ACE-Brain-0: Spatial Intelligence as a Shared Scaffold for Universal Embodiments
AI 摘要
ACE-Brain-0通过空间智能统一多种具身智能任务,提升泛化能力和特定领域性能。
主要贡献
- 提出ACE-Brain-0通用基础模型
- 提出Scaffold-Specialize-Reconcile (SSR) 范式
- 采用Group Relative Policy Optimization (GRPO) 提升模型能力
方法论
利用空间智能作为通用支架,构建统一的MLLM,通过SSR范式和GRPO进行优化。
原文摘要
Universal embodied intelligence demands robust generalization across heterogeneous embodiments, such as autonomous driving, robotics, and unmanned aerial vehicles (UAVs). However, existing embodied brain in training a unified model over diverse embodiments frequently triggers long-tail data, gradient interference, and catastrophic forgetting, making it notoriously difficult to balance universal generalization with domain-specific proficiency. In this report, we introduce ACE-Brain-0, a generalist foundation brain that unifies spatial reasoning, autonomous driving, and embodied manipulation within a single multimodal large language model~(MLLM). Our key insight is that spatial intelligence serves as a universal scaffold across diverse physical embodiments: although vehicles, robots, and UAVs differ drastically in morphology, they share a common need for modeling 3D mental space, making spatial cognition a natural, domain-agnostic foundation for cross-embodiment transfer.
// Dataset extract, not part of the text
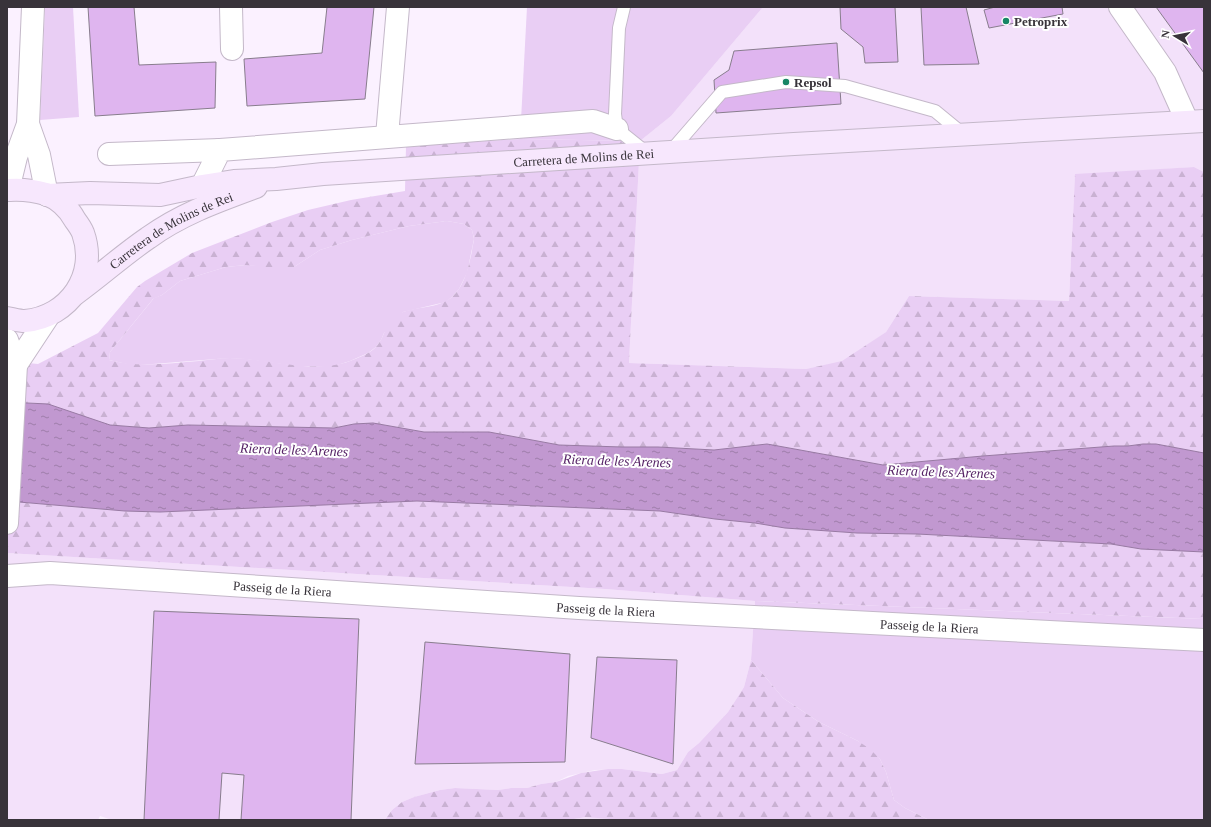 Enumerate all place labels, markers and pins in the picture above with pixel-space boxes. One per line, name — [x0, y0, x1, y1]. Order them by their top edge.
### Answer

Building on this insight, we propose the Scaffold-Specialize-Reconcile~(SSR) paradigm, which first establishes a shared spatial foundation, then cultivates domain-specialized experts, and finally harmonizes them through data-free model merging. Furthermore, we adopt Group Relative Policy Optimization~(GRPO) to strengthen the model's comprehensive capability. Extensive experiments demonstrate that ACE-Brain-0 achieves competitive and even state-of-the-art performance across 24 spatial and embodiment-related benchmarks.